Penjelasan tersebut kian mengukuhkan militer punya peran sentral dalam jatuh bangun rezim politik. Tanpa dukungan militer, IM tidak mungkin menjadi kekuatan penting dalam politik Mesir pasca-revolusi. Di sinilah posisi strategis militer di dalam panggung politik Mesir.
Hal sebaliknya, kejatuhan Mursi dari kursi kekuasaan tak lain dapat dipahami karena IM tidak mampu menjaga hubungan mesra dengan militer. Ketidakmampuan Mursi mengendalikan dan mengelola hubungan baik dengan militer berdampak buruk bagi kekuasaannya, yang hanya bertahan seumur jagung itu.
Rezim militer
Sejak 1952, rezim politik di Mesir adalah rezim militer. Gamal Abd Nasser meraih kekuasaan melalui kudeta militer. Hubungan antara Nasser dan IM sudah retak sejak awal. Hal tersebut disebabkan dua arus ideologi yang berseberangan di antara keduanya. Nasser adalah simbol nasionalisme Arab yang beraliran sosialis, sedangkan IM merupakan benteng islamisme yang meyakini pembentukan negara Islam. Untuk memapankan kekuasaannya, Nasser melarang eksistensi IM pada tahun 1954.
Pada masa pemerintahan Nasser, islamisme ala IM tidak punya ruang gerak akibat tertutupnya kanal politik praktis. Ide-ide nasionalisme dan sosialisme lebih diidolakan rakyat Mesir, bahkan dunia Arab lainnya. Namun, petaka politik terjadi saat Nasser kalah dalam perang melawan Israel pada 1967, yang disertai krisis ekonomi dan melemahnya kekuatan militer akibat terbatasnya belanja di bidang militer. Akhirnya, IM berkesempatan menggoyang posisi militer, yang berakhir dengan terbunuhnya Nasser, konon di tangan aktivis IM.

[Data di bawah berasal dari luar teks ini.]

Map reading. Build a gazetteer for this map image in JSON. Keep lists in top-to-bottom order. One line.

Anwar Sadat yang memerintah sejak 1970 mulai menggandeng IM. Ia menyadari betapa penting peran IM dan kelompok islamis lainnya. Salah satu hubungan mesra Sadat, yang juga dari kalangan militer itu, adalah perubahan klausul di dalam konstitusi yang berbunyi, ”Syariat Islam sebagai sumber utama dalam hukum”. Langkah ini diambil Sadat sebagai jalan kompromi dengan IM dan kekuatan islamis lainnya. Klausul inilah yang kemudian jadi sumber perdebatan di dalam lanskap politik, antara Syariat Islam sebagai salah satu sumber atau satu-satunya sumber hukum. Di samping itu, ada yang mengusulkan agar tujuan-tujuan pokok Syariat Islam sebagai sumber hukum.

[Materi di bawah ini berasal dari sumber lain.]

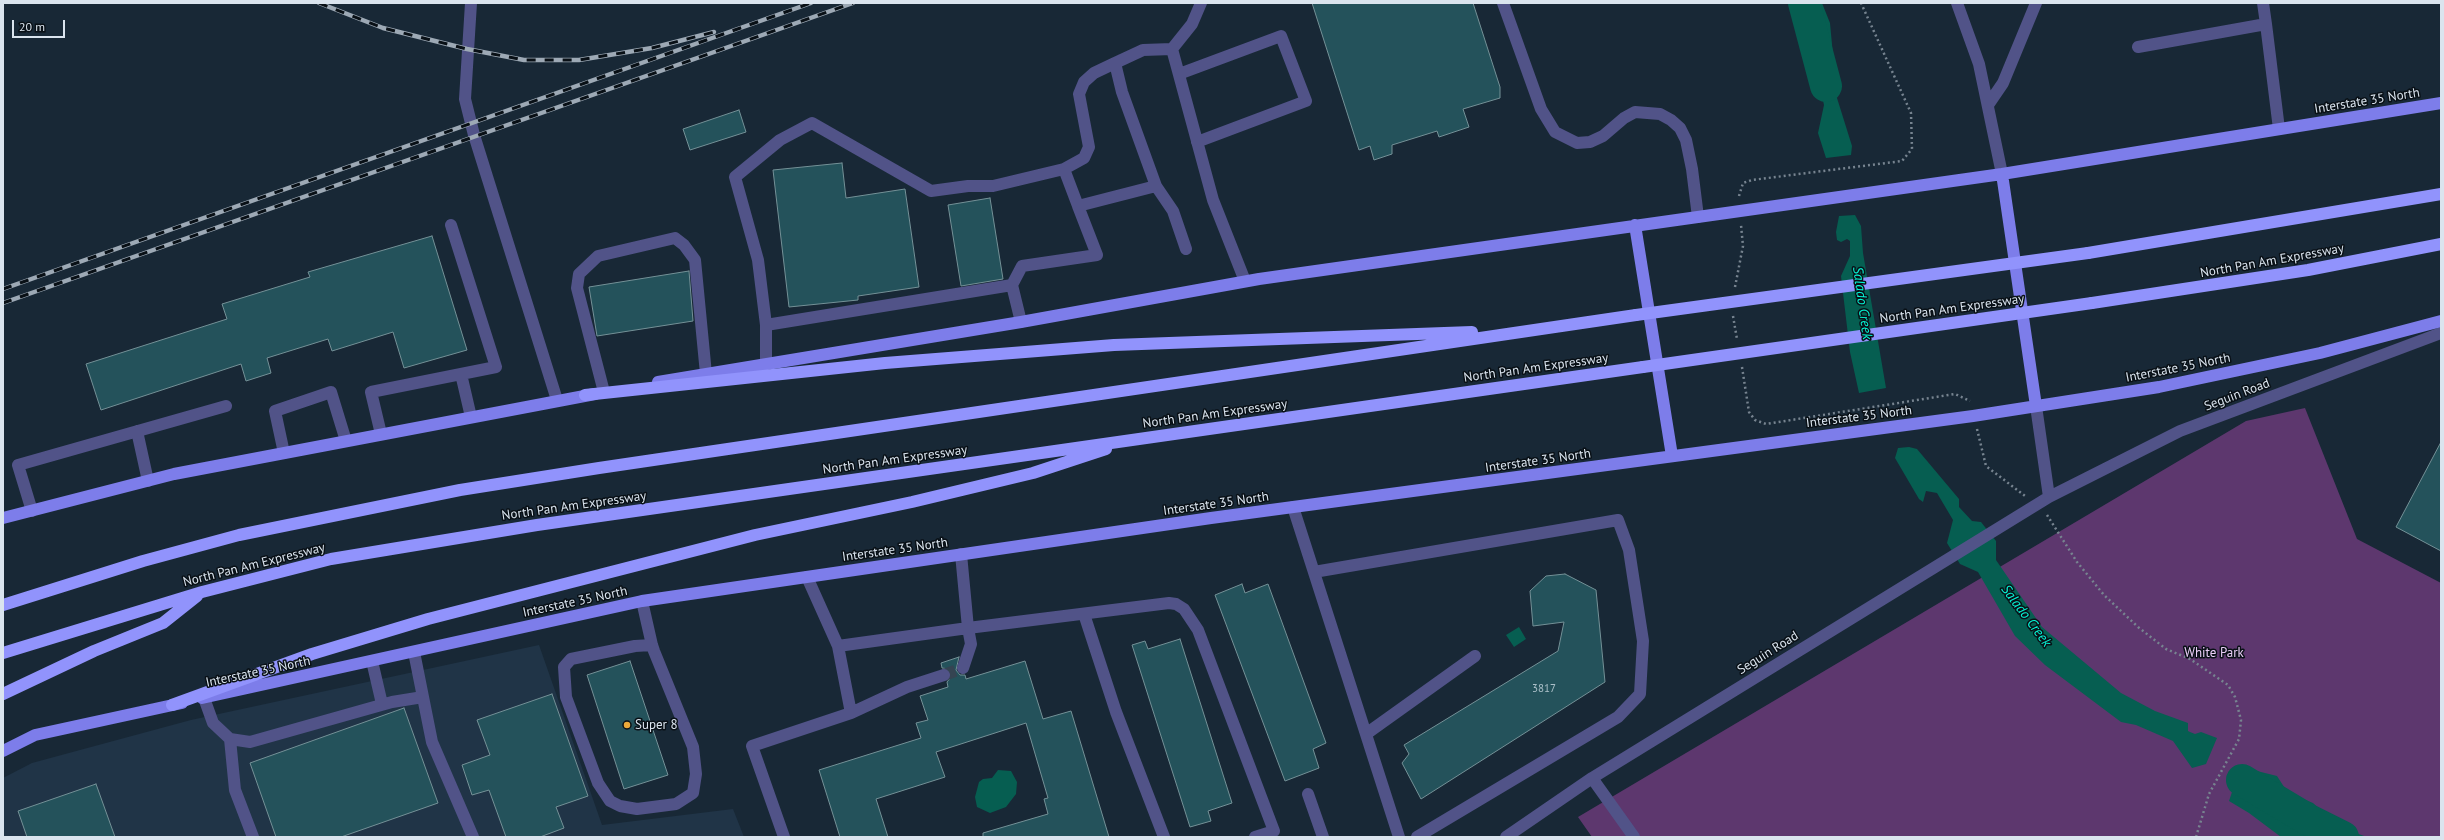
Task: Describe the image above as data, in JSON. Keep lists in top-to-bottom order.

Namun, setelah deklarasi perdamaian antara Mesir dan Israel di Camp David pada 1979, Sadat berhadapan kembali dengan IM dan kelompok islamis lainnya. Perdamaian dengan Israel akhirnya berujung dengan tewasnya Sadat di tangan kaum islamis.
Hosni Mubarak yang juga berasal dari militer menggantikan Sadat sejak 1981. Mubarak semakin mengukuhkan nasionalisme dan melakukan modernisasi dalam segala bidang. Ia juga terus melanjutkan perjanjian damai dengan Israel yang telah dirintis Sadat. Secara ideologis, Mubarak bertentangan dengan IM.
Kata kunci dalam rezim Mubarak adalah stabilitas politik. Karena itu, ia mengeluarkan kebijakan ”darurat militer”. Hubungannya dengan IM bersifat pragmatis: sejauh tak mengganggu stabilitas politik, ia mempersilakan IM melakukan aktivitas, bahkan ikut pemilu. Namun, karena kekuatan politik IM mulai membesar, ia membatasi peran IM dalam politik.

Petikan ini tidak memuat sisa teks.